Fix/tweak pinned memory accounting (#13221)

* mm: Lower windows pin threshold Some workflows have more extranous use of shared GPU memory than is accounted for in the 5% pin headroom. Lower this for safety. * mm: Remove pin count clearing threshold. TOTAL_PINNED_MEMORY is shared between the legacy and aimdo pinning systems, however this catch-all assumes only the legacy system exists. Remove the catch-all as the PINNED_MEMORY buffer is coherent already.
2026-06-06 22:37:43 +08:00 · 2026-03-29 16:43:24 -07:00 · 2026-03-29 16:43:24 -07:00 · 8d723d2caa
commit 8d723d2caa
parent d113d1cc32
1 changed files with 2 additions and 4 deletions
--- a/comfy/model_management.py
+++ b/comfy/model_management.py
@ -1326,9 +1326,9 @@ MAX_PINNED_MEMORY = -1
 if not args.disable_pinned_memory:
    if is_nvidia() or is_amd():
        if WINDOWS:
-            MAX_PINNED_MEMORY = get_total_memory(torch.device("cpu")) * 0.45  # Windows limit is apparently 50%
+            MAX_PINNED_MEMORY = get_total_memory(torch.device("cpu")) * 0.40  # Windows limit is apparently 50%
        else:
-            MAX_PINNED_MEMORY = get_total_memory(torch.device("cpu")) * 0.95
+            MAX_PINNED_MEMORY = get_total_memory(torch.device("cpu")) * 0.90
        logging.info("Enabled pinned memory {}".format(MAX_PINNED_MEMORY // (1024 * 1024)))

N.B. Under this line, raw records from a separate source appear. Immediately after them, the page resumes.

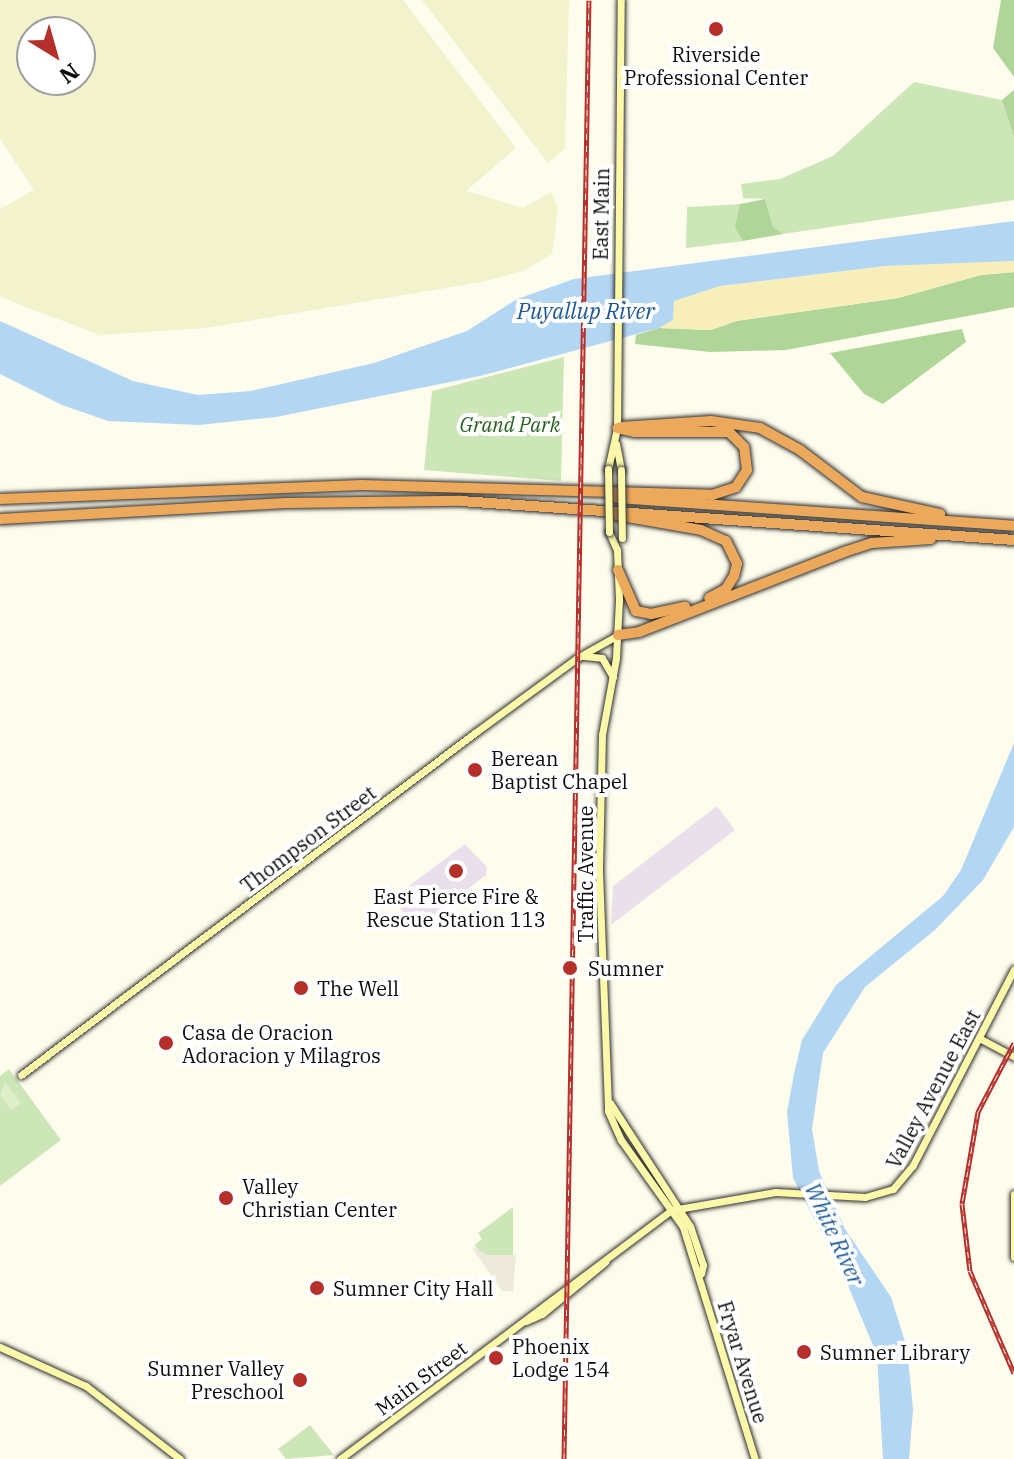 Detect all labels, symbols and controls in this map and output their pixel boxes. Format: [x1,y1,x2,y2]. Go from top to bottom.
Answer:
north arrow [16,16,96,96]
marker: Riverside Professional Center [707,20,725,38]
place label: Riverside Professional Center [624,42,808,89]
text: N [54,57,85,91]
street label: East Main [588,168,614,260]
water label: Puyallup River [517,298,655,324]
park label: Grand Park [460,412,560,436]
place label: Berean Baptist Chapel [491,746,628,793]
marker: Berean Baptist Chapel [466,761,484,779]
street label: Thompson Street [236,780,380,898]
street label: Traffic Avenue [573,805,597,943]
marker: East Pierce Fire & Rescue Station 113 [447,862,465,880]
place label: East Pierce Fire & Rescue Station 113 [366,884,546,931]
place label: Sumner [588,956,664,980]
marker: Sumner [559,957,581,979]
place label: The Well [317,976,399,1000]
marker: The Well [292,979,310,997]
street label: Valley Avenue East [881,1006,985,1172]
place label: Casa de Oracion Adoracion y Milagros [182,1020,381,1067]
marker: Casa de Oracion Adoracion y Milagros [157,1034,175,1052]
place label: Valley Christian Center [242,1174,397,1221]
water label: White River [800,1178,870,1290]
marker: Valley Christian Center [217,1189,235,1207]
place label: Sumner City Hall [333,1276,494,1300]
marker: Sumner City Hall [308,1279,326,1297]
street label: Fryar Avenue [713,1298,773,1426]
place label: Phoenix Lodge 154 [512,1334,610,1381]
street label: Main Street [371,1336,471,1420]
place label: Sumner Library [820,1340,970,1364]
marker: Sumner Library [795,1343,813,1361]
marker: Phoenix Lodge 154 [487,1349,505,1367]
place label: Sumner Valley Preschool [148,1356,284,1403]
marker: Sumner Valley Preschool [291,1371,309,1389]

 PINNING_ALLOWED_TYPES = set(["Tensor", "Parameter", "QuantizedTensor"])
@ -1403,8 +1403,6 @@ def unpin_memory(tensor):

    if torch.cuda.cudart().cudaHostUnregister(ptr) == 0:
        TOTAL_PINNED_MEMORY -= PINNED_MEMORY.pop(ptr)
-        if len(PINNED_MEMORY) == 0:
-            TOTAL_PINNED_MEMORY = 0
        return True
    else:
        logging.warning("Unpin error.")